=== Problem ===
From the line that contains "position:absolute; width:21px; height:42px;" through the line that contains "M451 0H674L675 26H438Z", output every line of the listing below exactly and leave out all the rest.

=== Records supplied ===
Content starts

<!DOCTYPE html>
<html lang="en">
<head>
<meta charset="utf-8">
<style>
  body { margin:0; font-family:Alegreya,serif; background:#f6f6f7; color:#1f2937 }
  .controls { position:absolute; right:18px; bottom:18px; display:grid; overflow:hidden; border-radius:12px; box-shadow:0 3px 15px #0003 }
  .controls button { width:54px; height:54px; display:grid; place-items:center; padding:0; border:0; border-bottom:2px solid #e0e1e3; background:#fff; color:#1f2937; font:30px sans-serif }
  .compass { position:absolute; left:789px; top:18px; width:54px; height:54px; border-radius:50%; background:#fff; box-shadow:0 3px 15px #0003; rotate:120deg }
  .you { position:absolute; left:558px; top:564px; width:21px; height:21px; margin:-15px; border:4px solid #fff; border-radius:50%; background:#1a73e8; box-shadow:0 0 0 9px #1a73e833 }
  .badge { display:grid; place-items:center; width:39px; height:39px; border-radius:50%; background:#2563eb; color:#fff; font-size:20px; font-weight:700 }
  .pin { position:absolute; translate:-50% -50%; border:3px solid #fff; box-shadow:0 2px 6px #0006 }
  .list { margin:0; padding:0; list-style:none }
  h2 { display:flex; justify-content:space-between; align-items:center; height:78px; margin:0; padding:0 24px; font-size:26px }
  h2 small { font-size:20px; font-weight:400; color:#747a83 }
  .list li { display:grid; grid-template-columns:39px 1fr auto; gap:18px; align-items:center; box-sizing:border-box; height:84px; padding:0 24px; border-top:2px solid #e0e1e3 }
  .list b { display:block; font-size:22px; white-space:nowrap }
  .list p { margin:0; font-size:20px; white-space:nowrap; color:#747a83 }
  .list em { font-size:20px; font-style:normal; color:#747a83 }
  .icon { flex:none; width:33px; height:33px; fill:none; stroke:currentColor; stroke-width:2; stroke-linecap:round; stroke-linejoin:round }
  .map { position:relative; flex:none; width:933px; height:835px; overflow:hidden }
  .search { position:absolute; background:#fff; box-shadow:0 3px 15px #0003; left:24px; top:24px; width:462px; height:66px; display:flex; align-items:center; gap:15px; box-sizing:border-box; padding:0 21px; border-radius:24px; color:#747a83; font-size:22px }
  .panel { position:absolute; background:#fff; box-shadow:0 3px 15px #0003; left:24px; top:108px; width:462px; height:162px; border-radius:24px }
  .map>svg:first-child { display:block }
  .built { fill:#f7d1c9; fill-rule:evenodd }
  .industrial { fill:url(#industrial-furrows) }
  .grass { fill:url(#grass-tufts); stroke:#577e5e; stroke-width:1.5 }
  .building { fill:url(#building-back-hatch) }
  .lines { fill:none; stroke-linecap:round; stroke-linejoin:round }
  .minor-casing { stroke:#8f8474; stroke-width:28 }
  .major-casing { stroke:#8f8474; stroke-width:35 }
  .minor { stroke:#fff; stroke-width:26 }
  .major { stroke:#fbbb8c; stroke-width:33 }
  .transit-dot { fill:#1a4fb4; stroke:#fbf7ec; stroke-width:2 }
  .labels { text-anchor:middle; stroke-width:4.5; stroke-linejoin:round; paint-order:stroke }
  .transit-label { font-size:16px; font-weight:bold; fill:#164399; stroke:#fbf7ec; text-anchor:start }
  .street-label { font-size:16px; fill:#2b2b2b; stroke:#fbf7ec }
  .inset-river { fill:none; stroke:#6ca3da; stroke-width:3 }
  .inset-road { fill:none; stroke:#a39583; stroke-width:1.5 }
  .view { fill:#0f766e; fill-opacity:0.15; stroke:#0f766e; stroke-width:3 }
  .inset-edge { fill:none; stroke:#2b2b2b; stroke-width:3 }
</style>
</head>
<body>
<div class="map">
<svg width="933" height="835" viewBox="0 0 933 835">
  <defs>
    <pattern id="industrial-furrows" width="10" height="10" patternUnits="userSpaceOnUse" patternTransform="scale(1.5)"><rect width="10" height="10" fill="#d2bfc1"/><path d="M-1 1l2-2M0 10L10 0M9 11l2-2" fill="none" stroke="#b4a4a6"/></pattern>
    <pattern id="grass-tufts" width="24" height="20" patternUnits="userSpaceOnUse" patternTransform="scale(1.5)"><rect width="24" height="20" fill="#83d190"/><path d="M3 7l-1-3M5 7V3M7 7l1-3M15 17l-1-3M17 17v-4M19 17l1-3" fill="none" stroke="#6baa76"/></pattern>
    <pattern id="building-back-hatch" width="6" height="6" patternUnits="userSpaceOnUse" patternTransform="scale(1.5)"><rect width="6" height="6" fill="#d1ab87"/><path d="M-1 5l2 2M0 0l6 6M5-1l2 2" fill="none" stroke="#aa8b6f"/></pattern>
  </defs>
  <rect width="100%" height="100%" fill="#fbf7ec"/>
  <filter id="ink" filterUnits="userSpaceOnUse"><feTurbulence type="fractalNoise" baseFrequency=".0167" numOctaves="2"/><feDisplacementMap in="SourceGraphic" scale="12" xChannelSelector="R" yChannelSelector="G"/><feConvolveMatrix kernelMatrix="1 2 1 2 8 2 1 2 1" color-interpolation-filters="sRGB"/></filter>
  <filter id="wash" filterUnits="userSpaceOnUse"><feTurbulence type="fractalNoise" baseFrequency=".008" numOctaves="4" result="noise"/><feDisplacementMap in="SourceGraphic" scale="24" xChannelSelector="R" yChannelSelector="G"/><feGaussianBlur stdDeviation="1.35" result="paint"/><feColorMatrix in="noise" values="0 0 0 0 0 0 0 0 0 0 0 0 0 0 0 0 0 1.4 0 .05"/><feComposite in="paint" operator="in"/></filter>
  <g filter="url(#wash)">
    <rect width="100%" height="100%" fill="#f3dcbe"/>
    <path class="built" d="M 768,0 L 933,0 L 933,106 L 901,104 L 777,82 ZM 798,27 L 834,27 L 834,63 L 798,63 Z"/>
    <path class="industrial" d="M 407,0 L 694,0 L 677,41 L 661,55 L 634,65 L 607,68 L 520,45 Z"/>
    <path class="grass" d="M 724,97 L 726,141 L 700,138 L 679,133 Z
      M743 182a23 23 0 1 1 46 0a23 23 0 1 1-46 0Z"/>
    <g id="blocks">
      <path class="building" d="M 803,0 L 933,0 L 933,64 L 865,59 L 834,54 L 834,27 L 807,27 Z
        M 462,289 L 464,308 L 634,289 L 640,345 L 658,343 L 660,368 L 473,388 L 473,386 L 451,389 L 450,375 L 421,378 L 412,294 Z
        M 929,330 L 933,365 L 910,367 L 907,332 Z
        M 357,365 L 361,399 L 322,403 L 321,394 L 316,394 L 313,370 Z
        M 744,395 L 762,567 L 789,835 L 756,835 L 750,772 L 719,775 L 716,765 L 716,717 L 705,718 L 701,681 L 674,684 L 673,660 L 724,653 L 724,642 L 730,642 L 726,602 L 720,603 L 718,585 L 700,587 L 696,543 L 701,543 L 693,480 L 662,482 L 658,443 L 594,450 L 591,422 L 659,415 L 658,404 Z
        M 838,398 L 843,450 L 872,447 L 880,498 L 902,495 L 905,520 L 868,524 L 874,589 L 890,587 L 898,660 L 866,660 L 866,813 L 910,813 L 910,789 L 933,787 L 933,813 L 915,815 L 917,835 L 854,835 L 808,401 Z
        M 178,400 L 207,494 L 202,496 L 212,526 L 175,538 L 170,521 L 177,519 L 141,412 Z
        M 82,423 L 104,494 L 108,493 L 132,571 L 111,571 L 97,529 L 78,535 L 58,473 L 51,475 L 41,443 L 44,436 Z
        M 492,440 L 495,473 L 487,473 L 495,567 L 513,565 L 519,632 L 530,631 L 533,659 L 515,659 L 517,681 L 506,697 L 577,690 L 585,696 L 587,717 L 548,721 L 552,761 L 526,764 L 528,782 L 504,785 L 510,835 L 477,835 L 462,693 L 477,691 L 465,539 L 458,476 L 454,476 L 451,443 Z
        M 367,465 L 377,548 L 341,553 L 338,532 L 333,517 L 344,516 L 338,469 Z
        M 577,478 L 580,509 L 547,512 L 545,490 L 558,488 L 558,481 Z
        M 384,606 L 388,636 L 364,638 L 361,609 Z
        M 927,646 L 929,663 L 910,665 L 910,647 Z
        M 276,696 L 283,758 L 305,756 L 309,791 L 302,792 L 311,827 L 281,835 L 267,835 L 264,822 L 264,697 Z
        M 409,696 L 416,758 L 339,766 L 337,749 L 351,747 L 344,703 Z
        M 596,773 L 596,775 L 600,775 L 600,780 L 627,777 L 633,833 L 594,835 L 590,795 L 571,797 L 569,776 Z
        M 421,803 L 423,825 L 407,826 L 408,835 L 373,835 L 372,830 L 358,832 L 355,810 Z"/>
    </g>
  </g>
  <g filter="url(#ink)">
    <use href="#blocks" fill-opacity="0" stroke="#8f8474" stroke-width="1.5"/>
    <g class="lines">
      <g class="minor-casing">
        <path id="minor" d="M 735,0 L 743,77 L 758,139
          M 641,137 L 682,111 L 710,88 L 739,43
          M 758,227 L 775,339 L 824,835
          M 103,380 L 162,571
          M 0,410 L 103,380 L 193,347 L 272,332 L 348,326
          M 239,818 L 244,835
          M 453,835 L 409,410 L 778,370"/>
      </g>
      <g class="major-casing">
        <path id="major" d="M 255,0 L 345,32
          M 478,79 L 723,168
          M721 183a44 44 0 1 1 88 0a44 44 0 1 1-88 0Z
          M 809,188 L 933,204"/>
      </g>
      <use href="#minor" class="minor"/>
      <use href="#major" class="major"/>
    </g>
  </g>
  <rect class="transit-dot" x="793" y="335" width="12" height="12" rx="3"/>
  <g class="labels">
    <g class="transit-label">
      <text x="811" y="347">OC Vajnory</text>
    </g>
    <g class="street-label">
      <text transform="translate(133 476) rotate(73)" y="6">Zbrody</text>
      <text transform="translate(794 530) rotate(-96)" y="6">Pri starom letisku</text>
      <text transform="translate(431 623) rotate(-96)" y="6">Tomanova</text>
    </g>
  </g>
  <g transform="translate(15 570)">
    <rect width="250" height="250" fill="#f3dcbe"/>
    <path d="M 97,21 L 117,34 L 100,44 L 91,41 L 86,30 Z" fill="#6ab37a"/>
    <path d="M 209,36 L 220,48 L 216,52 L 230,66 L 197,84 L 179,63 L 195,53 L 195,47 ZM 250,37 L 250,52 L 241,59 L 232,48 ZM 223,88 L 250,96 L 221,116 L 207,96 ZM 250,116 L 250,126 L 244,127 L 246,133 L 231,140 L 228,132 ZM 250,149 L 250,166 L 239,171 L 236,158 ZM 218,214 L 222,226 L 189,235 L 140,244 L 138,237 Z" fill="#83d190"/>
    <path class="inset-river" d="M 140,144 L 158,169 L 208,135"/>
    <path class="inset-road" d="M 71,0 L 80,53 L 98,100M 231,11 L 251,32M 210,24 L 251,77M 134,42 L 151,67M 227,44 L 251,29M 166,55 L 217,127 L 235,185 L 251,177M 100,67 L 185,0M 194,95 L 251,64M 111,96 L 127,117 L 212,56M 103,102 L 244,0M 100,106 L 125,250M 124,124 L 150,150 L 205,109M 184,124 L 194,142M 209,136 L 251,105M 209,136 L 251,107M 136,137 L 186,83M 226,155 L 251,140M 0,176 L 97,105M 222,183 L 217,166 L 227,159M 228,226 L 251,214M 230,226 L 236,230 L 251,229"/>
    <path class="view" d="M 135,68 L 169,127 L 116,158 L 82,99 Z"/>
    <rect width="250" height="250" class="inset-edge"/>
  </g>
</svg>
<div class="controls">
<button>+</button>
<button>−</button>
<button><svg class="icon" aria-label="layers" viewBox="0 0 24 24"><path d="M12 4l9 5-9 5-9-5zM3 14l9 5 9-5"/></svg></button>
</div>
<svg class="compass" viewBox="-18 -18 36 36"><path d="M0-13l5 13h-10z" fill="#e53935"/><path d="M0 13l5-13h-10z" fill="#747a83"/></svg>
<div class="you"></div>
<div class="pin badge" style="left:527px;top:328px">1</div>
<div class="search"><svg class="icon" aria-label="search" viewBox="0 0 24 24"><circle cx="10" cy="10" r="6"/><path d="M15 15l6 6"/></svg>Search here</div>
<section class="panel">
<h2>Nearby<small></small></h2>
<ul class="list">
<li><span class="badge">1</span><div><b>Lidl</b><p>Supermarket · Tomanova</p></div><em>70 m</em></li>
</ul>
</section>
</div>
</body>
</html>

Content ends
Content starts

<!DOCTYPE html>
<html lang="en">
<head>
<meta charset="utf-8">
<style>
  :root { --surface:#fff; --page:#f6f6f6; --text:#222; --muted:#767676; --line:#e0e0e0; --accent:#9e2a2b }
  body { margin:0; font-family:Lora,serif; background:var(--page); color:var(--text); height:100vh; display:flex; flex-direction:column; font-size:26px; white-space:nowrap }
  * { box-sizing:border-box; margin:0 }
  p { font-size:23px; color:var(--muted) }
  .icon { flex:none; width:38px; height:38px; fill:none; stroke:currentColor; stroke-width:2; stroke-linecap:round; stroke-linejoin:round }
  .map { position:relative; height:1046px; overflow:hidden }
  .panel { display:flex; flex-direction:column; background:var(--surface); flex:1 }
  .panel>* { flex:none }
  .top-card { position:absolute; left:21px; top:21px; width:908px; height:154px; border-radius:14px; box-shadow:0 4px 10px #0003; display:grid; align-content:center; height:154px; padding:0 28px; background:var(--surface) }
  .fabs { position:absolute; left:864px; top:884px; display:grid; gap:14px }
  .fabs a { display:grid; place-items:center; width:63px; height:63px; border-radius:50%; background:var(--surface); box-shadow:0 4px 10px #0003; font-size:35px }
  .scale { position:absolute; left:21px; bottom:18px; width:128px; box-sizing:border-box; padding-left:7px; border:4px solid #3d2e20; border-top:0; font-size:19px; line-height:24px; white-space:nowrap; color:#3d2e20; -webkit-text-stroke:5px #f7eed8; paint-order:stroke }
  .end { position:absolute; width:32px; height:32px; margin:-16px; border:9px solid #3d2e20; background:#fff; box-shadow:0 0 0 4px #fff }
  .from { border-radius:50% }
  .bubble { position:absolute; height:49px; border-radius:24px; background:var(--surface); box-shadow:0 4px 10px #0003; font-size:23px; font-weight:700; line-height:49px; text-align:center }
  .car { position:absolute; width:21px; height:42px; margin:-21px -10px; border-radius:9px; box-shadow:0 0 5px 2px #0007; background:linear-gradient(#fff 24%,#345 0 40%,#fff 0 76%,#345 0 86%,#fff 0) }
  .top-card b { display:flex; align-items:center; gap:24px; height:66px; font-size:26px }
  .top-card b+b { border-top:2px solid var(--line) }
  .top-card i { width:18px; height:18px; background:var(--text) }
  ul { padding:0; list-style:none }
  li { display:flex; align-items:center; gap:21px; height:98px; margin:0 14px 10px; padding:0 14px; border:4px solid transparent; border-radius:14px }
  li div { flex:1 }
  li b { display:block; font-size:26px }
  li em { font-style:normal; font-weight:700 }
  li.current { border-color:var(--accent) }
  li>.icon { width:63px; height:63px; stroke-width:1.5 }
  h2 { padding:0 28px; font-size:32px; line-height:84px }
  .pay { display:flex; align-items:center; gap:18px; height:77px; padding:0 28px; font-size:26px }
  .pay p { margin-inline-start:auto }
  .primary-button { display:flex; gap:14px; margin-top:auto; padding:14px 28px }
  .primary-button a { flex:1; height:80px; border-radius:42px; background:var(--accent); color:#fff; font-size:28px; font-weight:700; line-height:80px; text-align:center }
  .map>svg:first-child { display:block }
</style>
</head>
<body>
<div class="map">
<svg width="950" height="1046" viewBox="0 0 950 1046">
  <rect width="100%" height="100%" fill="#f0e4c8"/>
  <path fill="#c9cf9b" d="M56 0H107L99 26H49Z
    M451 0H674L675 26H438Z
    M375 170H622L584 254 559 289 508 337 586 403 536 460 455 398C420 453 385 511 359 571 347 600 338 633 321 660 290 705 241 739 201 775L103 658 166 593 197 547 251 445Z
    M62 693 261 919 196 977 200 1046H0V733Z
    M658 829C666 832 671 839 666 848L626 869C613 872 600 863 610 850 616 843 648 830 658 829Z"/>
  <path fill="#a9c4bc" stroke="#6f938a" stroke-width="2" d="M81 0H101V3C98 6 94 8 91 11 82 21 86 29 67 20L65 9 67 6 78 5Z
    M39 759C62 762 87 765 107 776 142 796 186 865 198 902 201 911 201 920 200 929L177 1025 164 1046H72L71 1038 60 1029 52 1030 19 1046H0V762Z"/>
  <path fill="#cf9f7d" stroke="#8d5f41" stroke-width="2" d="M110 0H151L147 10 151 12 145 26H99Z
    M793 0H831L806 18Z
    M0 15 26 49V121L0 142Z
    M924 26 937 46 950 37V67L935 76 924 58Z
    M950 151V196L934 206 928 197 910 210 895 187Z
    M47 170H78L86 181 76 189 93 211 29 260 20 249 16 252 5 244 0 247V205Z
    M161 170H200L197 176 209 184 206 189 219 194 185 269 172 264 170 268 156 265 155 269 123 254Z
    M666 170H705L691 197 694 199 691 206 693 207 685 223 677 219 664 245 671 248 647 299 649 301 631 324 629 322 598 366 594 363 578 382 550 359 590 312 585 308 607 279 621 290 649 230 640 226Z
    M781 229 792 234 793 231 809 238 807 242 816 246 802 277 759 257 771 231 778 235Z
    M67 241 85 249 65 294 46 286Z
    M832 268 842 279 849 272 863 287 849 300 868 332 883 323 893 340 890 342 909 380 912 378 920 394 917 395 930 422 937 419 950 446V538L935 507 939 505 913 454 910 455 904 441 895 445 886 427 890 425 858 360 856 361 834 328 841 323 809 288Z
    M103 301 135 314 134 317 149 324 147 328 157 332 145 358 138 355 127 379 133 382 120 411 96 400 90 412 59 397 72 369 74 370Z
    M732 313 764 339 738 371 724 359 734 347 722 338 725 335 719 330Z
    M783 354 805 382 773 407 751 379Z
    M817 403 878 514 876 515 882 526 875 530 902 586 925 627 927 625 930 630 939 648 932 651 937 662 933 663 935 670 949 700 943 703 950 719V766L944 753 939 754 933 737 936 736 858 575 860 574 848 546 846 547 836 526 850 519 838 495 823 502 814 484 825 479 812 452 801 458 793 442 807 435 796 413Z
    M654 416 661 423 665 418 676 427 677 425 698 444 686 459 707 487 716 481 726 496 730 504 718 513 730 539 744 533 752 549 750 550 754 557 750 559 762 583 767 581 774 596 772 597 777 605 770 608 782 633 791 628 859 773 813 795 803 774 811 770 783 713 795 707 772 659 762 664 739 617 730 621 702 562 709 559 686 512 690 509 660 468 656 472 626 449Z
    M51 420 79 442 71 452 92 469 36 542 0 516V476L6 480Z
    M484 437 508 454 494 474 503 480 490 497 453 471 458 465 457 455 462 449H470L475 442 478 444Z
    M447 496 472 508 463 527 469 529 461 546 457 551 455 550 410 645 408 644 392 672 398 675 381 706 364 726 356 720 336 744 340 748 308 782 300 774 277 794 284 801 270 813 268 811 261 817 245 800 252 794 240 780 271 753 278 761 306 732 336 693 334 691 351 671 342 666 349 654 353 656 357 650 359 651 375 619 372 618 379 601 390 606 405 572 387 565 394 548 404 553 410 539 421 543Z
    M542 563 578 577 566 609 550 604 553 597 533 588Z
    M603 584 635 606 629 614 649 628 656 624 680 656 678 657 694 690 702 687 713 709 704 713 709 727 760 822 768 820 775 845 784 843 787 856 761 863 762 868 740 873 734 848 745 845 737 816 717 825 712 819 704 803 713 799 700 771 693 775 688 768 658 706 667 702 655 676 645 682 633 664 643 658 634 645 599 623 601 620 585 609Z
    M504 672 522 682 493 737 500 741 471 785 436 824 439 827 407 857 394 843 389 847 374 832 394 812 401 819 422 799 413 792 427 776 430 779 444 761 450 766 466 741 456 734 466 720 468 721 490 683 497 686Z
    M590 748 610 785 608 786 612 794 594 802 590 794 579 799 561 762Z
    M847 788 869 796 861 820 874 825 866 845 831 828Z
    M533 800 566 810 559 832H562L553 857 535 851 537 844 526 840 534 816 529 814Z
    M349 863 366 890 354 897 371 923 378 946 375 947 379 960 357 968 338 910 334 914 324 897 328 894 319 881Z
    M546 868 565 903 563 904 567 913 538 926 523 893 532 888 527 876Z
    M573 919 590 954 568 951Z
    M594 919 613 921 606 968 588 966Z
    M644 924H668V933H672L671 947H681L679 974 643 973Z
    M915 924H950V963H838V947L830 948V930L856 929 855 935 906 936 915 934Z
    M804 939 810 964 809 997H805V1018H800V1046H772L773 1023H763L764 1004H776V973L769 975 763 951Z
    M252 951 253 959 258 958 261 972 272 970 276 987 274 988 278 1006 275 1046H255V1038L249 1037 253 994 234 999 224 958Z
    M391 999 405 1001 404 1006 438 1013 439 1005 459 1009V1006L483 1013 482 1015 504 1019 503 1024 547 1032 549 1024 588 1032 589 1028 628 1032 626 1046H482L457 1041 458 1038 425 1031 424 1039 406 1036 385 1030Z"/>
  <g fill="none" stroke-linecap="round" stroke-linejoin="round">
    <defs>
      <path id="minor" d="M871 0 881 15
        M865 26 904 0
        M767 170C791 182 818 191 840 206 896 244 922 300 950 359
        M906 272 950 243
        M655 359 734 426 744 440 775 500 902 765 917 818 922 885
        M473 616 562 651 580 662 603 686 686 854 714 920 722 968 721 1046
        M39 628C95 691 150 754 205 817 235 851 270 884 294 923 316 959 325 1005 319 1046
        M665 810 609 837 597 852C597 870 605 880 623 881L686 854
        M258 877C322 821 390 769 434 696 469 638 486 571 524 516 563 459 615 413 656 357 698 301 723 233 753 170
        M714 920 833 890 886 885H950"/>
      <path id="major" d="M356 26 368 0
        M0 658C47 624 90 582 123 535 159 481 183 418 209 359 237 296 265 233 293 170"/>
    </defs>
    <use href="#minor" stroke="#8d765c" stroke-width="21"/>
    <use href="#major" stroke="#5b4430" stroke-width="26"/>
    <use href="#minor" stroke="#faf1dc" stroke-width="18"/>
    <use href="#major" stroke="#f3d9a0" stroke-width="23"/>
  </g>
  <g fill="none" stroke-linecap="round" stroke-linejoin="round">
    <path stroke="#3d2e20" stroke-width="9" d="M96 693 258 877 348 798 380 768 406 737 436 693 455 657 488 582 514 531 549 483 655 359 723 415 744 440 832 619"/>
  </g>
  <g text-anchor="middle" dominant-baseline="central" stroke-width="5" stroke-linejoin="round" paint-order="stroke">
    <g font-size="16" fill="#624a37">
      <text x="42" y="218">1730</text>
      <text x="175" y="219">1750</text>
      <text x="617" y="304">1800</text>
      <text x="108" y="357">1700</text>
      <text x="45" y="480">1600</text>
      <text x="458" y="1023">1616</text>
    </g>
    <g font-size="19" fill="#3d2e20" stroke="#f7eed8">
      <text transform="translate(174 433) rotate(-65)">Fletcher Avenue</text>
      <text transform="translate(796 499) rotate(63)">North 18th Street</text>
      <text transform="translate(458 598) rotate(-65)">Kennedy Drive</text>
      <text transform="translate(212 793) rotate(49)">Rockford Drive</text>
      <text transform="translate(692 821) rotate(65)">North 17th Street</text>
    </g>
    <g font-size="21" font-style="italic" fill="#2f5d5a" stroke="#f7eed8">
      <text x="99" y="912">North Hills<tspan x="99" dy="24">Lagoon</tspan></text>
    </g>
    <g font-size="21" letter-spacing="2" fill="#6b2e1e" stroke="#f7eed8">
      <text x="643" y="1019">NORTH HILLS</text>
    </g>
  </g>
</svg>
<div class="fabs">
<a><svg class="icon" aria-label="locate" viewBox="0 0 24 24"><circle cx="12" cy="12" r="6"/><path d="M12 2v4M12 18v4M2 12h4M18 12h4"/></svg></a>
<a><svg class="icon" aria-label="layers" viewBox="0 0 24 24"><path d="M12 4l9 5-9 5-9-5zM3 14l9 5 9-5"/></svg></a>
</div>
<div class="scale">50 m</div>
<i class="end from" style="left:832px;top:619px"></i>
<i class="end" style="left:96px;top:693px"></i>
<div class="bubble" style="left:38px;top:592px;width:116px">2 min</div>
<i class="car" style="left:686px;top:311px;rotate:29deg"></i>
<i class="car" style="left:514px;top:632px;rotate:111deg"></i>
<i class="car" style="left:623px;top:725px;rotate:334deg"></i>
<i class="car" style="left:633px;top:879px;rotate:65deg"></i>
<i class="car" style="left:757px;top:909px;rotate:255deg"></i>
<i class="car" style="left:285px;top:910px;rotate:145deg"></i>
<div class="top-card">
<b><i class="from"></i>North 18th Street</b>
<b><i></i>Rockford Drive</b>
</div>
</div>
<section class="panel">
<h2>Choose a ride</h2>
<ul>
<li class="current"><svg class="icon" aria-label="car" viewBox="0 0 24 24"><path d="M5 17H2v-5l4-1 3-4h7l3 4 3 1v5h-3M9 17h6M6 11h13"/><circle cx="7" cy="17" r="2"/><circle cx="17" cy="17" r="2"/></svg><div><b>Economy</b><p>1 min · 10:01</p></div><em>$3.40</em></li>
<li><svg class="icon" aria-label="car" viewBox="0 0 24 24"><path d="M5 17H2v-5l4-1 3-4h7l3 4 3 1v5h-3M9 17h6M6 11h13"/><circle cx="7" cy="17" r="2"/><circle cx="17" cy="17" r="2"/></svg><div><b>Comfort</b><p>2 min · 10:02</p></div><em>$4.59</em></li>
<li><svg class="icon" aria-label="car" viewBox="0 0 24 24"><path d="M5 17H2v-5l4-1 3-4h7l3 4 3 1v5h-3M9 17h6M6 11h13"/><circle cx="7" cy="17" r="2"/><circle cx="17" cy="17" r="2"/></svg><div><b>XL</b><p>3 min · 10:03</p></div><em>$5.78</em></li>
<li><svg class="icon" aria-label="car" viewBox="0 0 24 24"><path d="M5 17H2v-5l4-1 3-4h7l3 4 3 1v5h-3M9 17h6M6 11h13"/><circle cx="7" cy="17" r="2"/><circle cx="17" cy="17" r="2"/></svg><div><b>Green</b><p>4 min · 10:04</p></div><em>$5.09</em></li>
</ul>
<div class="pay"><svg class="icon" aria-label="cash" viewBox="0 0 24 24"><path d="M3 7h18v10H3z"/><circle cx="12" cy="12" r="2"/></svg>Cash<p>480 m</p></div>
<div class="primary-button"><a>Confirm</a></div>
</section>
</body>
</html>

Content ends

=== Output below ===
  .car { position:absolute; width:21px; height:42px; margin:-21px -10px; border-radius:9px; box-shadow:0 0 5px 2px #0007; background:linear-gradient(#fff 24%,#345 0 40%,#fff 0 76%,#345 0 86%,#fff 0) }
  .top-card b { display:flex; align-items:center; gap:24px; height:66px; font-size:26px }
  .top-card b+b { border-top:2px solid var(--line) }
  .top-card i { width:18px; height:18px; background:var(--text) }
  ul { padding:0; list-style:none }
  li { display:flex; align-items:center; gap:21px; height:98px; margin:0 14px 10px; padding:0 14px; border:4px solid transparent; border-radius:14px }
  li div { flex:1 }
  li b { display:block; font-size:26px }
  li em { font-style:normal; font-weight:700 }
  li.current { border-color:var(--accent) }
  li>.icon { width:63px; height:63px; stroke-width:1.5 }
  h2 { padding:0 28px; font-size:32px; line-height:84px }
  .pay { display:flex; align-items:center; gap:18px; height:77px; padding:0 28px; font-size:26px }
  .pay p { margin-inline-start:auto }
  .primary-button { display:flex; gap:14px; margin-top:auto; padding:14px 28px }
  .primary-button a { flex:1; height:80px; border-radius:42px; background:var(--accent); color:#fff; font-size:28px; font-weight:700; line-height:80px; text-align:center }
  .map>svg:first-child { display:block }
</style>
</head>
<body>
<div class="map">
<svg width="950" height="1046" viewBox="0 0 950 1046">
  <rect width="100%" height="100%" fill="#f0e4c8"/>
  <path fill="#c9cf9b" d="M56 0H107L99 26H49Z
    M451 0H674L675 26H438Z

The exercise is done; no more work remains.